Gingerbread Cookie Ice Cream Sandwiches

Serves 12
Gingerbread Cookie Ice Cream Sandwiches
Gingerbread people are a classic to make with kids, especially around the holidays. May we suggest taking things a step further and turning them into ice cream sandwiches? Oh, we may? Excellent.


  • 1 cup brown sugar
  • 4 TBSP maple syrup
  • 4 TBSP vegan butter
  • 3 cups all purpose flour
  • 1 egg replacer (we used Bob’s Red Mill)
  • 1 TBSP ground cinnamon
  • 1 TBSP ground ginger
  • 1 tsp baking soda
  • 1 pint favorite NadaMoo! flavor (we used Organic Vanilla)

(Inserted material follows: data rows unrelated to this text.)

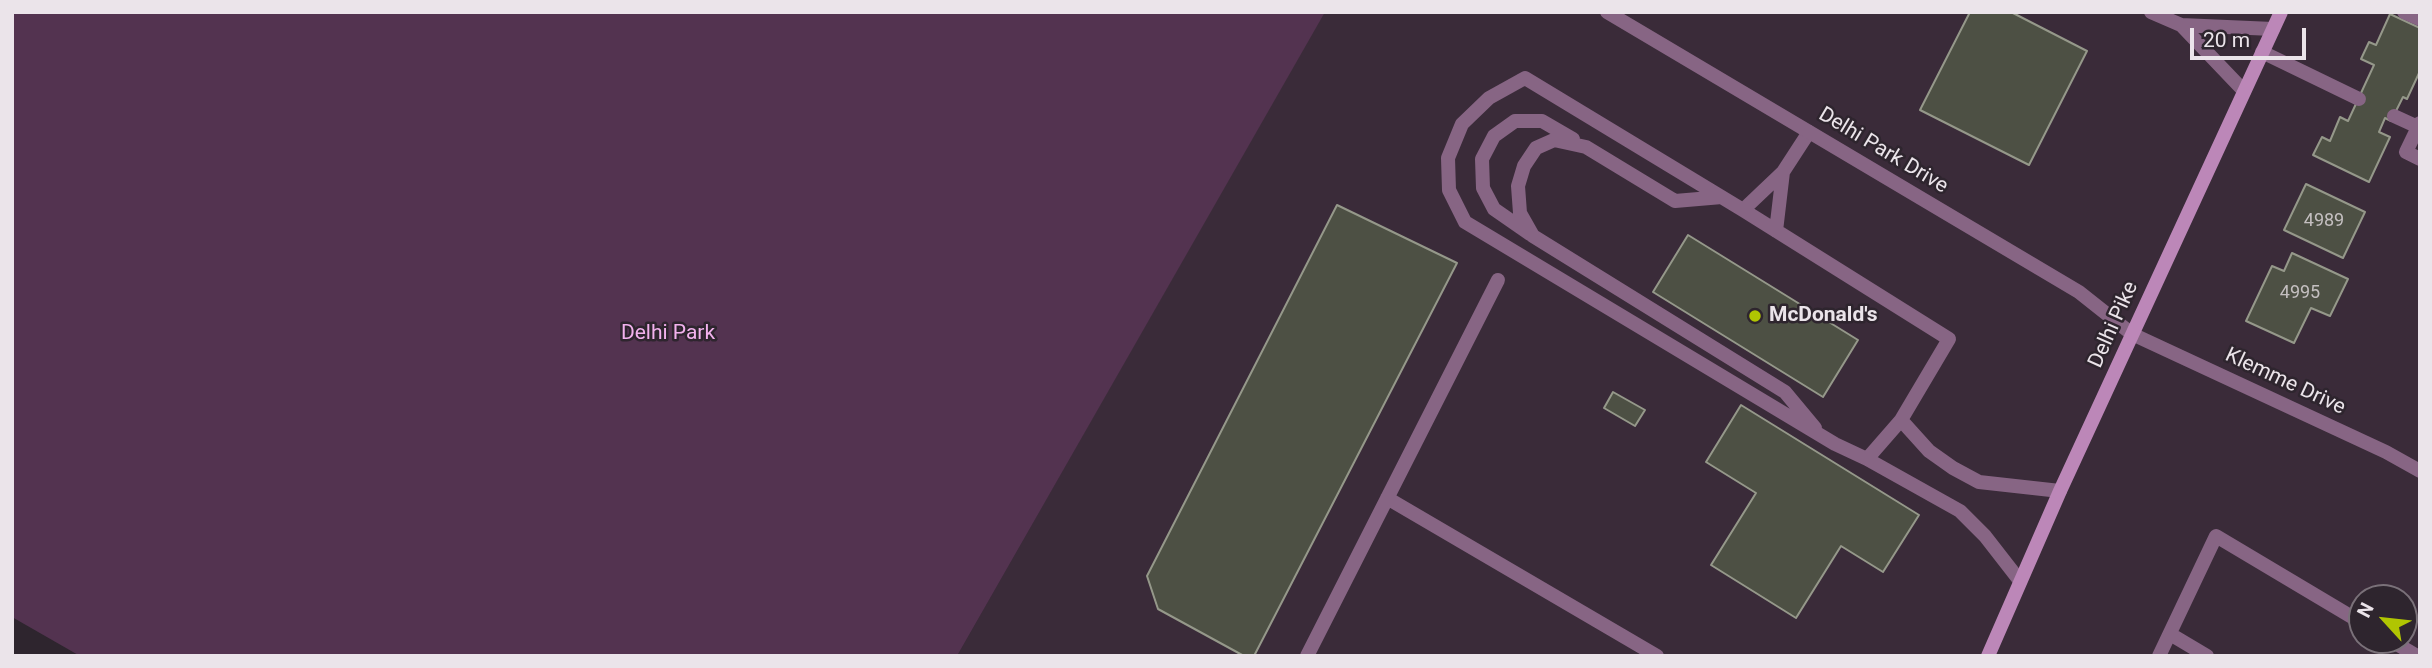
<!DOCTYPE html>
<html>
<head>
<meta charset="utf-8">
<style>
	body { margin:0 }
	#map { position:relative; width:2432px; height:668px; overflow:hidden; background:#2e252e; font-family:Roboto,sans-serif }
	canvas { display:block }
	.frame { position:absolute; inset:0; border:14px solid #ebe4ea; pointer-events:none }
	.north { position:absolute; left:2348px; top:584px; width:70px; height:70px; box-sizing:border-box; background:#2e252e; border:2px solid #7a7179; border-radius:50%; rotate:297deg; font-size:19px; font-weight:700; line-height:28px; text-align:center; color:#ebe4ea }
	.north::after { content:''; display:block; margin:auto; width:24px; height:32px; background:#b0c502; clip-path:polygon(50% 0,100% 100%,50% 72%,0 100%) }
	.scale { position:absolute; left:2190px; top:28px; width:116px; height:32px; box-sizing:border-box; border:4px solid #ebe4ea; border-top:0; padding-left:9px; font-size:21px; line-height:24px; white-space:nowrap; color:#ebe4ea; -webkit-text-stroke:5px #2e252e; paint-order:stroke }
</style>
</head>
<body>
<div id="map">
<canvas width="2432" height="668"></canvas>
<div class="frame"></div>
<div class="north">N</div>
<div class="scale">20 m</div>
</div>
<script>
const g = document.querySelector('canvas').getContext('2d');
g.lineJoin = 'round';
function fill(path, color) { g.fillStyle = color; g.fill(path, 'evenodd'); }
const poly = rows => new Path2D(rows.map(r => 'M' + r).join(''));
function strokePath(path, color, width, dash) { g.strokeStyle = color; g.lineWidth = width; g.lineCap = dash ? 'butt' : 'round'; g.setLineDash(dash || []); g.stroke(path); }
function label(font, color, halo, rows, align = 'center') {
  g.font = font + ' Roboto,sans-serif'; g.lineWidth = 5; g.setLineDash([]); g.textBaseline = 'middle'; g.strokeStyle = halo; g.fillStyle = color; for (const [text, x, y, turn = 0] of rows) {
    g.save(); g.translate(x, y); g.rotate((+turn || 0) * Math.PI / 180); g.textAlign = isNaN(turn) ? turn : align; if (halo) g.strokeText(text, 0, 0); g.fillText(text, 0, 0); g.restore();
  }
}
const built = poly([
	[1324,12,2420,12,2420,457,2415,468,2420,471,2420,656,957,656],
	[2362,598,2404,598,2404,640,2362,640]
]);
const green = poly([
	[12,12,1325,12,957,656,80,656,12,617]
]);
const building = poly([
	[1970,12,2011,12,2087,51,2029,165,1920,110,1970,12],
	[2390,14,2420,28,2420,71,2407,99,2403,97,2391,121,2385,118,2379,132,2390,137,2369,182,2313,155,2322,137,2330,141,2340,117,2348,121,2374,65,2361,59,2369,42,2376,45,2390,14],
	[2306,184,2365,212,2343,258,2284,230,2306,184],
	[1337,205,1457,263,1254,656,1244,656,1158,609,1147,576,1337,205],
	[1688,235,1858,340,1823,397,1653,292,1688,235],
	[2292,253,2348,279,2330,316,2311,308,2294,343,2246,321,2272,266,2284,271,2292,253],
	[1613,392,1645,410,1635,426,1604,408,1613,392],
	[1741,405,1919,515,1883,572,1841,546,1796,618,1711,565,1756,493,1706,462,1741,405]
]);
const lane = poly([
	[2151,12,2181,25,2244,91],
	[2404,12,2420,19],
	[2181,25,2273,29],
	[2262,52,2359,99],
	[2394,116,2418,127],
	[2420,123,2406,152,2420,159],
	[1722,197,1675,201,1586,147,1554,140,1536,148,1524,166,1518,186,1520,213,1533,236,1785,392,1815,428],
	[1743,210,1783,172,1809,132],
	[1776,231,1783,172],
	[1530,234,1494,209,1483,188,1482,159,1494,136,1515,121,1542,121,1573,139],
	[1901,420,1929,451,1953,468,1979,482,2060,491],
	[1867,459,1901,420,1949,339,1743,210,1525,78,1489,98,1462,124,1448,158,1449,190,1465,222,1835,444,1867,459,1960,511,1985,536,2020,581],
	[1387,498,1657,656],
	[2170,634,2207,656],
	[2390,640,2417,656],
	[1307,656,1498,280],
	[2159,656,2216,536,2362,623]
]);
const street = poly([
	[1607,12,2079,292,2132,334,2386,452,2420,471]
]);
const secondary = poly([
	[1988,656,2060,491,2281,12]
]);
const markers = [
	[1755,316,7,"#b0c502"]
];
const numberNames = [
	["4989",2324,221],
	["4995",2300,293]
];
const streetNames = [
	["Delhi Park Drive",1883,151,31],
	["Delhi Pike",2114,325,-66],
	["Klemme Drive",2285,382,25]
];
const poiNames = [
	["McDonald's",1769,316]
];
const parkNames = [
	["Delhi Park",668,334]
];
fill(built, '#3a2b39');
fill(green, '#533350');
fill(building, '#4d5044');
strokePath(building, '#95988a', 2);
strokePath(lane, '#876584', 14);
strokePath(street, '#876584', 14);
strokePath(secondary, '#bc87b8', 14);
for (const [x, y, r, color] of markers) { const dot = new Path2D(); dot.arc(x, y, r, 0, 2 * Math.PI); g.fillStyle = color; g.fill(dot); strokePath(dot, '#2e252e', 2.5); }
label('18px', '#c4bfc0', null, numberNames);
label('21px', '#ebe4ea', '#2e252e', streetNames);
label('bold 21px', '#ebe4ea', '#2e252e', poiNames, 'left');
label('21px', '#f2b1ed', '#2e252e', parkNames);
</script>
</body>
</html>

  1. Preheat oven to 350°F.
  2. In a small saucepan, combine brown sugar, maple syrup, and butter. Heat over medium heat until butter melts and mix well with sugar and syrup. Pour into large bowl.
  3. Sift dry ingredients into melted butter mixture and stir until mixture turns to dough.
  4. Refrigerate dough for 30 minutes.
  5. Remove dough, roll out, and use a cookie cutter to cut out gingerbread people. Alternately, you can free form cut them with a knife.
  6. Bake gingerbread people for 7-10 mins, checking periodically. Tip: slightly underbaking cookies will make them easier to bite into after refreezing into ice cream sandwiches.
  7. Remove and, once cool, decorate however you’d like.
  8. Let NadaMoo! sit on the counter for 15-20 minutes to soften. Spread on one gingerbread cookie and top with a second. Repeat until all the cookies have been used. Wrap in plastic wrap and freeze for at least 4 hours before serving.